When you’ve spent time and energy on creating a resume for your dream job, the least you can hope for is that recruiters have a look at it. If you don’t have an ATS compliant resume though, you run the risk of it getting lost in the void. Why is that? Because of software known as an Applicant Tracking System (ATS).
If you’ve never heard of ATS, it’s time to find out what it means for you and how it affects your chances of getting called to a job interview. In this article, we’ll delve into what an ATS is and how you can optimize your resume to get further in the hiring process.
What is an ATS?
ATS (or Applicant Tracking System) is a human resources software that can be used to manage and streamline the hiring processes. It helps employers organize plenty of applicant resumes by collecting, scanning, sorting and ranking them.
The first part of the process means an ATS will collect all applications from job sites such as Indeed and LinkedIn. Second, they filter resumes by specific criteria and give them a score. The filtering process can exclude those who don’t appear to have mandatory qualifications. Lastly, recruiters can use keyword searches to find applicants that are a good match.
The applicant tracking system used to be mainly for large corporations dealing with a high volume of resumes. However, it has now become praxis in companies of all types and sizes. That’s why you should optimize your resume for ATS whenever you submit an online job application, regardless of the company.
Why do I need an ATS friendly resume?
A well-written and perfectly designed resume can still fall short if the format isn’t ATS compliant. A quality tracking system is programmed to scan for relevant keywords and other information like former employers, experience, and qualifications.
If an ATS can’t parse your resume, you won’t be ranked as a viable candidate, even if you’re qualified for the job. In a hiring process using an ATS, as many as half of the resumes may be deemed unqualified and rejected.
So, you run a risk of missing a callback and an interview only by not optimizing your resume. To be sure it doesn’t disappear into cyberspace, it’s a good idea to double check and make sure you have an ATS friendly resume.
How to build an ATS compliant resume
Creating an ATS compliant resume isn’t as tricky as it may seem. A few things will usually confuse tracking systems, just be aware of these and you’ll be fine. Follow the tips below to improve your chances of getting that job.
Make sure the text is indexable – no scans or image files
Having an ATS friendly resume is about more than just having the right content in there. You need to make sure it’s presented in a format the ATS can interpret. For example, there’s no point in using images or charts to show your skills since the ATS will be unable to read it.
In the same way, a scanned document will appear only as an image with no text. Your resume is then unlikely to go through the system and be seen by recruiters.
Simplify your formatting
With today’s many online design tools, there are plenty of fancy templates to use for your resume. Although it’s fun to get creative with a beautiful design, you want to be careful that it doesn’t end up looking like a complete mess when it passes through the applicant tracking system.

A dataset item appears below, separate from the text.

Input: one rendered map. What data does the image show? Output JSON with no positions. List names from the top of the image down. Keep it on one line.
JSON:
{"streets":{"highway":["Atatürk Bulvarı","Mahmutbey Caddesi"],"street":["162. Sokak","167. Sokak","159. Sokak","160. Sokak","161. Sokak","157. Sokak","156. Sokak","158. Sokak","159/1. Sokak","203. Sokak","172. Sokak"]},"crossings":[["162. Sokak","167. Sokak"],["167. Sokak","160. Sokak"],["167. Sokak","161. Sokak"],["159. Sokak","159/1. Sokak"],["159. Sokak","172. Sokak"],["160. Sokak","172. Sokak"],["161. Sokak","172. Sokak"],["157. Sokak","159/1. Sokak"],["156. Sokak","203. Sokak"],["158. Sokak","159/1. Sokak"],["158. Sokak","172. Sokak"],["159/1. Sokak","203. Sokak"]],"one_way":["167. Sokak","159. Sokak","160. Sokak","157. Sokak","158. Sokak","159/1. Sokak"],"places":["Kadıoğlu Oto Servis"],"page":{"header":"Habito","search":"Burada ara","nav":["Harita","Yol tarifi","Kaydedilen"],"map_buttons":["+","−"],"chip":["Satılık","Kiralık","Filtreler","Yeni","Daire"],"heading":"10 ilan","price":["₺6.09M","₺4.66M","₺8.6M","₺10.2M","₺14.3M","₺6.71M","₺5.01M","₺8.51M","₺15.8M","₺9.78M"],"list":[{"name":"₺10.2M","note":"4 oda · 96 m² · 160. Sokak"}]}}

To scan the document for keywords, the ATS converts it to a text-only file. Any formatting is likely to disappear, and in the worst case – the rest of the information will be muddled up and unclear.
To keep your resume ATS-friendly, avoid things like:
- images, border, and dividers
- tables and columns
- graphics and other visuals
- header and footer details
- less common fonts
And here’s what you CAN use in terms of formatting:
- bullet points
- heading formats for headlines
- bold, italics, and underline
Making sure you add the appropriate keywords in your resume is a big part of achieving an ATS compliant resume. These keywords represent your skills and expertise, and they’re not to be confused with buzzwords or clichés such as ‘proactive’ or ‘result-driven.’
Start with having a good look through the ad. Note the terminology so it matches the keywords you use. Look for hard skills, such as spoken languages, software knowledge, and other abilities that are easy to measure. The most critical keyword can sometimes be the actual job title so check that your previous job title matches the job you're applying for.
Another thing to consider is the frequency and placement of the keywords. Some applicant tracking systems will work out your skills based on how frequently it shows up in your resume (two to three times throughout your resume is usually good to aim for). Other ATSs will determine your skills based on where in the document you’ve placed them. For the best result, optimize your resume with both of these systems in mind.
Select the right file type for your resume
Contrary to what many people assume, a PDF is not the most compatible with an applicant tracking system. While a PDF can be great for humans, it isn’t ideal for passing through the ATS. If the application specifically asks for a PDF, then go ahead and use it. Otherwise, a better option is a word document (.docx).
If you’re planning on using online software to build your resume, check that it can save the file in the format you want (Google Docs can!). You can also use a plain-text file, although this keeps you limited in terms of formatting.
Make your resume both ATS friendly and human friendly
Remember that the best resumes are both ATS friendly and pleasing for the human eye. The goal is to have a resume that piques the interest of recruiters. That’s why it needs to be readable and attractive, not only compliant with the applicant tracking system. In the end, it’s about people hiring people.